English Version:
This extension extends the CKAN plugin ckanext-harvest to support distributed harvesting capabilities.
- The extension is currently only compatible with the Message Broker Software RabbitMQ:
RabbitMQ: To install it, run:
sudo apt-get install rabbitmq-server
2. Install the extension into your python environment:
Note: This plugin is based on the current version of CKAN extension ckanext-harvest v2.0.
To install it, run:
(pyenv) $ pip install -e git+https://github.com/transparenzportalhamburg/inforeggroup/ckanext-distributed-harvester.git#egg=ckanext-distributed-harvester
Install the rest of python modules required by the extension:
(pyenv) $ pip install -r pip-requirements.txt
Your CKAN configuration ini file should contain the following plugins:
ckan.plugins = harvest distributed_harvest
4. Define RabbitMQ as your backend:
ckan.harvest.mq.type = ampq
The following operations can be run from the command line using the paster --plugin=ckanext-distributedharvest distributed-harvester command:
1. run_distributed_harvester {source-id} {harvest-title} | {source-id} {gather-routing-key} {fetch-routing-key}
- starts parallel harvest jobs with with generated name (from harvest-title) or with the given keys
2. distributed_gather_consumer {harvest-title} | {gather-queue-name} {gather-routing-key} {exchange-name}
- starts parallel gather consumer with generated name (from harvest-title) or with the given keys and exchange-name
- all fields are mandatory except from exchange-name
3. distributed_fetch_consumer {harvest-title} | {fetch-queue-name} {fetch-routing-key} {exchange-name}
- starts parallel fetch consumer with generated name (from harvest-title) or with the given keys and exchange-name
- all fields are mandatory except from exchange-name
4. purge_queues {harvest-title} | {gather-queue-name} {fetch-queue-name}
- deletes all harvest jobs und harvest objects from the gather queue and the fetch queue
The commands should be run with activated Python virtual environment and refer to your sites configuration file, e.g.:
paster --plugin=ckanext-distributed-harvest distributed-harvester run_distributed_harvester #1234 test-title --config=../ckan/development.ini
The plugin ckanext-distributed-harvest uses the same access control mechanisms as ckanext-harvest.
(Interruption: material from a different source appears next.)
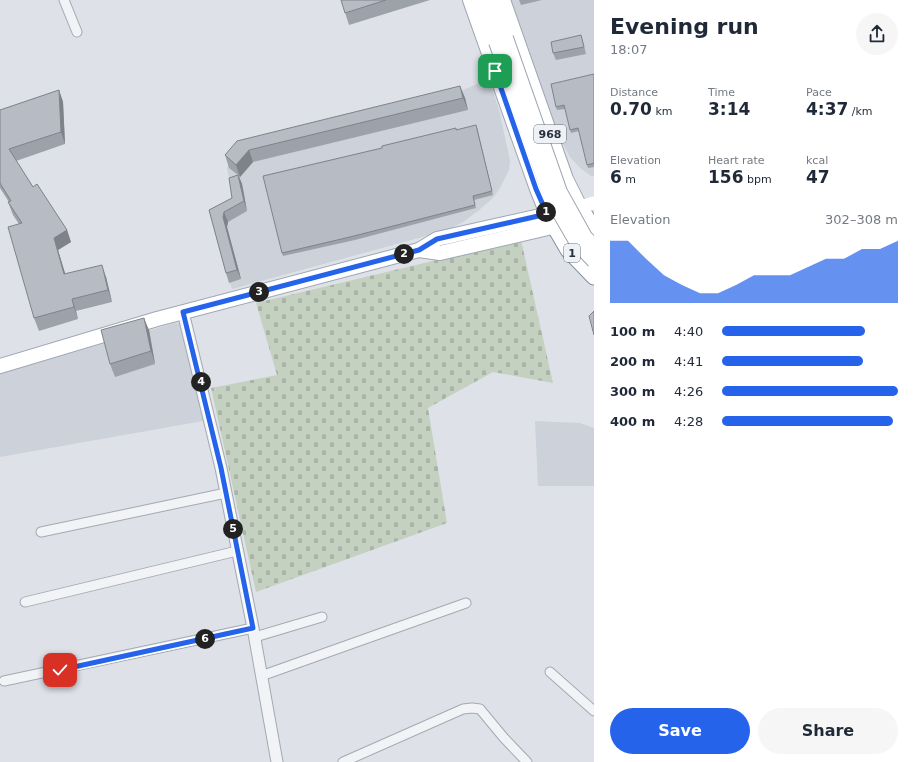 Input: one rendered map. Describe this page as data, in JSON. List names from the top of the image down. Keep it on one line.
{"streets":{"highway":["1"],"main road":["968"]},"crossings":[["968","1"]],"page":{"heading":["Evening run","18:07"],"stats":[["Distance","0.70 km"],["Time","3:14"],["Pace","4:37 /km"],["Elevation","6 m"],["Heart rate","156 bpm"],["kcal","47"]],"pins":["1","2","3","4","5","6"],"chart":["Elevation","302–308 m"],"list":[{"name":"100 m","note":"4:40"},{"name":"200 m","note":"4:41"},{"name":"300 m","note":"4:26"},{"name":"400 m","note":"4:28"}],"buttons":["Save","Share"]}}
The Harvester extension uses two queues in order to manage messages between the harvest processes.
Run the following command to start the gather consumer. The parameter harvesterTest
specifies a name which will be used to manage the queues belonging to a harvest source (e.g. for creating routing keys). Thus, the fetch consumer and the run command of the same harvest source should also started with the same name.:
paster --plugin=ckanext-distributed-harvest distributed-harvester distributed_gather_consumer harvesterTest --config=development.ini
On another console, run the following command to start the fetch consumer:
paster --plugin=ckanext-distributed-harvest distributed-harvester distributed_fetch_consumer harvesterTest --config=development.ini
Finally, on a third console, run the following command to start a harvesting job assigned to the source harvesterTest
:
paster --plugin=ckanext-distributed-harvest distributed-harvester run_distributed_harvester sourcetest harvesterTest --config=development.ini
For all other harvest sources, you will need to run these commands (with a new name for harvesterTest
) in other consoles in order to execute harvesting jobs in parallel processes.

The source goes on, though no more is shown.